[Intel-xe] [PATCH v2 5/5] drm/xe/pm: Init pcode and restore vram on power lost

Fri Jun 23 13:28:49 UTC 2023


> -----Original Message-----
> From: Nilawar, Badal <badal.nilawar at intel.com>
> Sent: Thursday, June 15, 2023 5:18 PM
> To: Gupta, Anshuman <anshuman.gupta at intel.com>; intel-
> xe at lists.freedesktop.org
> Cc: Vivi, Rodrigo <rodrigo.vivi at intel.com>; Tauro, Riana
> <riana.tauro at intel.com>
> Subject: Re: [PATCH v2 5/5] drm/xe/pm: Init pcode and restore vram on
> power lost
> 
> 
> 
> On 07-06-2023 16:33, Anshuman Gupta wrote:
> > Don't init pcode and restore VRAM objects in vain.
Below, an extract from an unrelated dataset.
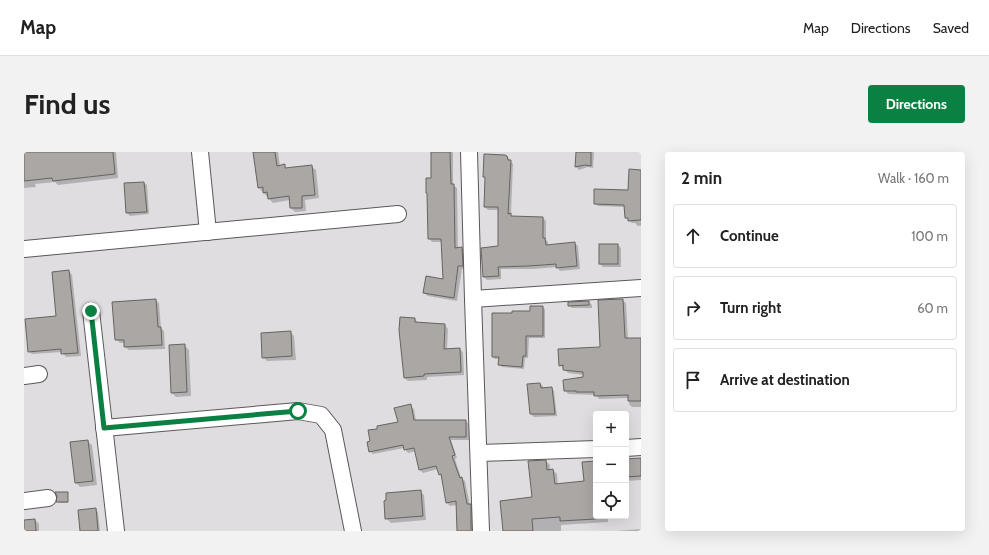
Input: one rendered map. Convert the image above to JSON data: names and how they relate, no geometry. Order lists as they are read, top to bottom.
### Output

> > We can rely on primary GT GUC_STATUS to detect whether card has really
> > lost power even when d3cold is allowed by xe.
> > Adding d3cold.lost_power flag to avoid pcode init and vram
> > restoration.
> > Also cleaning up the TODO code comment.
> >
> > Cc: Rodrigo Vivi <rodrigo.vivi at intel.com>
> > Signed-off-by: Anshuman Gupta <anshuman.gupta at intel.com>
Thanks for review.
> > ---
> >   drivers/gpu/drm/xe/xe_device_types.h |  3 +++
> >   drivers/gpu/drm/xe/xe_guc.c          | 17 +++++++++++++++++
> >   drivers/gpu/drm/xe/xe_guc.h          |  1 +
> >   drivers/gpu/drm/xe/xe_pci.c          |  2 --
> >   drivers/gpu/drm/xe/xe_pm.c           | 15 ++++++++++++---
> >   5 files changed, 33 insertions(+), 5 deletions(-)
> >
> > diff --git a/drivers/gpu/drm/xe/xe_device_types.h
> > b/drivers/gpu/drm/xe/xe_device_types.h
> > index bdd093d30788..34bf2ea3b3f9 100644
> > --- a/drivers/gpu/drm/xe/xe_device_types.h
> > +++ b/drivers/gpu/drm/xe/xe_device_types.h
> > @@ -382,6 +382,9 @@ struct xe_device {
> >   		/** @allowed: Indicates if d3cold is a valid device state */
> >   		bool allowed;
> >
> > +		/** @power_lost Indicates if card has really lost power. */
> > +		bool power_lost;
> > +
> >   		/**
> >   		 * @vram_threshold is the permissible threshold(in
> megabytes)
> >   		 * for vram save/restore. d3cold will be disallowed, diff --git
> > a/drivers/gpu/drm/xe/xe_guc.c b/drivers/gpu/drm/xe/xe_guc.c index
> > e51d8fb4a354..706b3bc0452e 100644
> > --- a/drivers/gpu/drm/xe/xe_guc.c
> > +++ b/drivers/gpu/drm/xe/xe_guc.c
> > @@ -848,3 +848,20 @@ void xe_guc_print_info(struct xe_guc *guc, struct
> drm_printer *p)
> >   	xe_guc_ct_print(&guc->ct, p, false);
> >   	xe_guc_submit_print(guc, p);
> >   }
> > +
> > +/* Srtictly to called from RPM resume handler */ bool
> > +xe_guc_has_lost_power(struct xe_guc *guc) {
> > +	struct xe_gt *gt = guc_to_gt(guc);
> > +	u32 status;
> > +	int err;
> > +
> > +	err = xe_force_wake_get(gt_to_fw(gt), XE_FW_GT);
> > +	if (err)
> > +		return false;
> > +
> > +	status = xe_mmio_read32(gt, GUC_STATUS);
> > +	xe_force_wake_put(gt_to_fw(gt), XE_FW_GT);
> Should error check be added here as well?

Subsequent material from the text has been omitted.